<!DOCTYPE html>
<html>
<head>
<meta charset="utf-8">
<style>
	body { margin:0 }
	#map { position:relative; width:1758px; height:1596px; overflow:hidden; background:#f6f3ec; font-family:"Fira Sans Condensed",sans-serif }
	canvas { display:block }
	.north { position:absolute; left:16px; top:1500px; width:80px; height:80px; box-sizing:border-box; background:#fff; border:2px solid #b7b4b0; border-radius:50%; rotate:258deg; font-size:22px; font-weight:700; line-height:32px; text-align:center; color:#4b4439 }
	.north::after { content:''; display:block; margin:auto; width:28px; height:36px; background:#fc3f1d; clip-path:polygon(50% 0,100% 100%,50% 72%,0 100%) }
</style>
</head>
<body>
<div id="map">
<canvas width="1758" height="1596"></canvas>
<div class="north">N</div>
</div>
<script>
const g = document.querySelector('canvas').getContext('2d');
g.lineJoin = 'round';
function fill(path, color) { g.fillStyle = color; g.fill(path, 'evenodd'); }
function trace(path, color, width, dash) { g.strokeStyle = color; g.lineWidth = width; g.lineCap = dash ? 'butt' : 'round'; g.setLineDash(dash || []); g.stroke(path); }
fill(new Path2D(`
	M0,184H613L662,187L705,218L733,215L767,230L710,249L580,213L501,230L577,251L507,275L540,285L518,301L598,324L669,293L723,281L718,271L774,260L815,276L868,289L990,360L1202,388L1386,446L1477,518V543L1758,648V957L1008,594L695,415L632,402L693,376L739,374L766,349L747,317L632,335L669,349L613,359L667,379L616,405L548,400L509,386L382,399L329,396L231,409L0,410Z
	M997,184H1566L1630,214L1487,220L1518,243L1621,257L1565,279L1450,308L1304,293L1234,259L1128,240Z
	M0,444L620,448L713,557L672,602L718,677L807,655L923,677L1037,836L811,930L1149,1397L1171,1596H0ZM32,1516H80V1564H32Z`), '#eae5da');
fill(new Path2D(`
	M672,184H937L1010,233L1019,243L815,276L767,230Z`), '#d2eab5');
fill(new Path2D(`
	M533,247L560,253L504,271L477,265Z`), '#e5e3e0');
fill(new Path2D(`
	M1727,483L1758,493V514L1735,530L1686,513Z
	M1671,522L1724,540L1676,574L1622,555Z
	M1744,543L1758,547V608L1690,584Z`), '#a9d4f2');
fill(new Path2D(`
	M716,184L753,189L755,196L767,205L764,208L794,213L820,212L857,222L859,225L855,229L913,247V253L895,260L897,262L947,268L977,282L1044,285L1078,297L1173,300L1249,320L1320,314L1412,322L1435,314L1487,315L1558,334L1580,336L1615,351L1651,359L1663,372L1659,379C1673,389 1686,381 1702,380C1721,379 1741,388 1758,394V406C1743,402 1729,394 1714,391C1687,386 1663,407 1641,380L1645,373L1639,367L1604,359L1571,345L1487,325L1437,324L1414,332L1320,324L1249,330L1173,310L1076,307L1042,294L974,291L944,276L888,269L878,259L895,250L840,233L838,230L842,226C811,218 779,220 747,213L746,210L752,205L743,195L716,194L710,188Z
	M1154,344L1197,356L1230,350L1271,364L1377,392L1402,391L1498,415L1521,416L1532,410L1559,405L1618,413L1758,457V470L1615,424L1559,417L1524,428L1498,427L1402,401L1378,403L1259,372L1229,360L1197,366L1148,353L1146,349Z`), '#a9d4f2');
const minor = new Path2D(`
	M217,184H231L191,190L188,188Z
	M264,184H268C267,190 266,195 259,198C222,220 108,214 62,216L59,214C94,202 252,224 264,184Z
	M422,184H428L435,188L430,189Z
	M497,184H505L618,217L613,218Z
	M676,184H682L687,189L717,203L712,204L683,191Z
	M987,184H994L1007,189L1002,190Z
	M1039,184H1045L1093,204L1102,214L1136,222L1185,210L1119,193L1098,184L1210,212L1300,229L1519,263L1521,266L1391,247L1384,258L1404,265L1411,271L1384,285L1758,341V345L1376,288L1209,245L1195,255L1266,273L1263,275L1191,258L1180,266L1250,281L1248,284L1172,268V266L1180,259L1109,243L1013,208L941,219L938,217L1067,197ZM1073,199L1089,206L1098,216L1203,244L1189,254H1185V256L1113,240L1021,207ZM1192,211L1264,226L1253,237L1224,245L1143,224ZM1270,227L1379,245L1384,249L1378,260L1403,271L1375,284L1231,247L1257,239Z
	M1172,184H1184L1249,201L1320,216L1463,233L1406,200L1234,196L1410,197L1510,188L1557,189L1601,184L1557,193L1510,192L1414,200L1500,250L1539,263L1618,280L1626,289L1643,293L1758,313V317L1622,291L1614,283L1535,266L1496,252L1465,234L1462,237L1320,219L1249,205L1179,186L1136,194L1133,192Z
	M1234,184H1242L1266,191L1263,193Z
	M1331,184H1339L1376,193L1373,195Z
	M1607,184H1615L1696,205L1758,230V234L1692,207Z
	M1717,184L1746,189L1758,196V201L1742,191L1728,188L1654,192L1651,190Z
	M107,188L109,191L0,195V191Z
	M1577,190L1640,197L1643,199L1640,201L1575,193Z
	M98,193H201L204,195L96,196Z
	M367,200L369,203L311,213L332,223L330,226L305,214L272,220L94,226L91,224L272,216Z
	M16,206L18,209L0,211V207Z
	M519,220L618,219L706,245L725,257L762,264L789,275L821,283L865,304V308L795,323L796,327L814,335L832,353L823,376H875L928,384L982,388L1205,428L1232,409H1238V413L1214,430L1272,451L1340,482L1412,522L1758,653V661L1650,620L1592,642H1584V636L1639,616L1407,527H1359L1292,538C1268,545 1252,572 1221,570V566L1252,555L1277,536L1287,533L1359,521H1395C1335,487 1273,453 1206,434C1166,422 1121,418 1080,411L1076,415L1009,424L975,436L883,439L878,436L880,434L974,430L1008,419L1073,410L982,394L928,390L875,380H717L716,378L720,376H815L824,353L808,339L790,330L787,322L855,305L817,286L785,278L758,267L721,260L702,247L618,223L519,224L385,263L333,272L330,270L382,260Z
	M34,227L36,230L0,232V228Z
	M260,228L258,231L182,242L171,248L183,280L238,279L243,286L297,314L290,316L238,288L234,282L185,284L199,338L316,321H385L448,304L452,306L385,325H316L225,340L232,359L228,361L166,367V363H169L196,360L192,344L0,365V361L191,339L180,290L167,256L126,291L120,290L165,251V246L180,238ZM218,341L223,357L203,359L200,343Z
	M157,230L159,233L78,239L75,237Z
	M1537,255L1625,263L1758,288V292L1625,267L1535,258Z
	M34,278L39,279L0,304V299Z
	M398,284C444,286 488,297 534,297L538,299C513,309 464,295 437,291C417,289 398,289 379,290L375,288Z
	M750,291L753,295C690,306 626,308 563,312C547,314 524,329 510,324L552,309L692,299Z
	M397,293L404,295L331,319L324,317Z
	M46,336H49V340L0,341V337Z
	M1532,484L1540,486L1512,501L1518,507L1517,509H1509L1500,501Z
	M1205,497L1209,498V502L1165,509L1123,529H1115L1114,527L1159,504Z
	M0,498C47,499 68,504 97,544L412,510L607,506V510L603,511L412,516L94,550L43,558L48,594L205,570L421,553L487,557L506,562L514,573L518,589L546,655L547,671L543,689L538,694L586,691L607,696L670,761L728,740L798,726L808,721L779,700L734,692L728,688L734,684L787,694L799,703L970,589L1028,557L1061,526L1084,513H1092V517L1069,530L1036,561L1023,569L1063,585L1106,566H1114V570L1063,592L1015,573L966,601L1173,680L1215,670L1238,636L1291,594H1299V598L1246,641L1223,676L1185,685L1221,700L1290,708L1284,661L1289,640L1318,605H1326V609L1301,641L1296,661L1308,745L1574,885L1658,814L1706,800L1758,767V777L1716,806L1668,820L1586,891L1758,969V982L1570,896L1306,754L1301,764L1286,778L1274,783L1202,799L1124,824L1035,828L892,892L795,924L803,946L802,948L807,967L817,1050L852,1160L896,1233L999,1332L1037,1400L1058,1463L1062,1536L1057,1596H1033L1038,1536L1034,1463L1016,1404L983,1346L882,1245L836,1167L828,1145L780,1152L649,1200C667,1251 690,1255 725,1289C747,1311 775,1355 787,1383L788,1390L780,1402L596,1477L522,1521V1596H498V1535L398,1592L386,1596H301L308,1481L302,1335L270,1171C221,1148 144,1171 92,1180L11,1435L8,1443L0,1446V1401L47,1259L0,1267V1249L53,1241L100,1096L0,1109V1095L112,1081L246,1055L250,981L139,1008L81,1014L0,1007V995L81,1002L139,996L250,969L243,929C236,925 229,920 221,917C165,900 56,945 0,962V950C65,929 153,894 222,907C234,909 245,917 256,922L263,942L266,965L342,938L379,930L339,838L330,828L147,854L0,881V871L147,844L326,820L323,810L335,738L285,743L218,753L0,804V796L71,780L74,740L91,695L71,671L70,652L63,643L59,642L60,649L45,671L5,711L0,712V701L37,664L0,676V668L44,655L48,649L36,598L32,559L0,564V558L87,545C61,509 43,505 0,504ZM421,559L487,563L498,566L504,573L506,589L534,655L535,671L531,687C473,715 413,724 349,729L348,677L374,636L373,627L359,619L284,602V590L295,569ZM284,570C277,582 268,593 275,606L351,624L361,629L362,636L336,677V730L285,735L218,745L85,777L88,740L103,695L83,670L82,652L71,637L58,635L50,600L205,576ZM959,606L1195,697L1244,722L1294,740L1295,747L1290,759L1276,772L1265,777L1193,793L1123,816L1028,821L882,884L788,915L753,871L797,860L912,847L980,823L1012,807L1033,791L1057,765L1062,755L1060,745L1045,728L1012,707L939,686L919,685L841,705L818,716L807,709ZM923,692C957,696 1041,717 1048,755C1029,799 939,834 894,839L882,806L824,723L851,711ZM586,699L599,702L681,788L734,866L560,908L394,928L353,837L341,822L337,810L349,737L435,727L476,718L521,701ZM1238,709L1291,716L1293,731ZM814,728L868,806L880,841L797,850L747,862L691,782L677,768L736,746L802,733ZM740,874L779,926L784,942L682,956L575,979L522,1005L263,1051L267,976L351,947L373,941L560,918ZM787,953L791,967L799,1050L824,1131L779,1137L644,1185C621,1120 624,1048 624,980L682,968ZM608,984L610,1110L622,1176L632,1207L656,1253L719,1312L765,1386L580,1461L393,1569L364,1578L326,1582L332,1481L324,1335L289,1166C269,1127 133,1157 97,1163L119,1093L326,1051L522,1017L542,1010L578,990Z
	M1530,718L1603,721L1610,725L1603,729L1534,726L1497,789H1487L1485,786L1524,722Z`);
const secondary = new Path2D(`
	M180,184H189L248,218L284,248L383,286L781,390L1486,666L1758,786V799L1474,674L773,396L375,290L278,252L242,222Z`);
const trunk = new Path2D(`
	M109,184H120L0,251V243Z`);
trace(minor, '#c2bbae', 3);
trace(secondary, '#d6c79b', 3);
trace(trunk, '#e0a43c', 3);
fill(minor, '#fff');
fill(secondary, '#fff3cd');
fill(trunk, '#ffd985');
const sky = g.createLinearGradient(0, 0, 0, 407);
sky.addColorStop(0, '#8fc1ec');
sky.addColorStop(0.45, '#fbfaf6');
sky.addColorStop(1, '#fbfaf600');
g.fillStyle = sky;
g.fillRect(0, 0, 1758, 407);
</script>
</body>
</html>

◇ ◇ ◇ ◇

## Problem requirements
Read the records above. Show each line that has the string "fillStyle".

## Answer below
function fill(path, color) { g.fillStyle = color; g.fill(path, 'evenodd'); }
g.fillStyle = sky;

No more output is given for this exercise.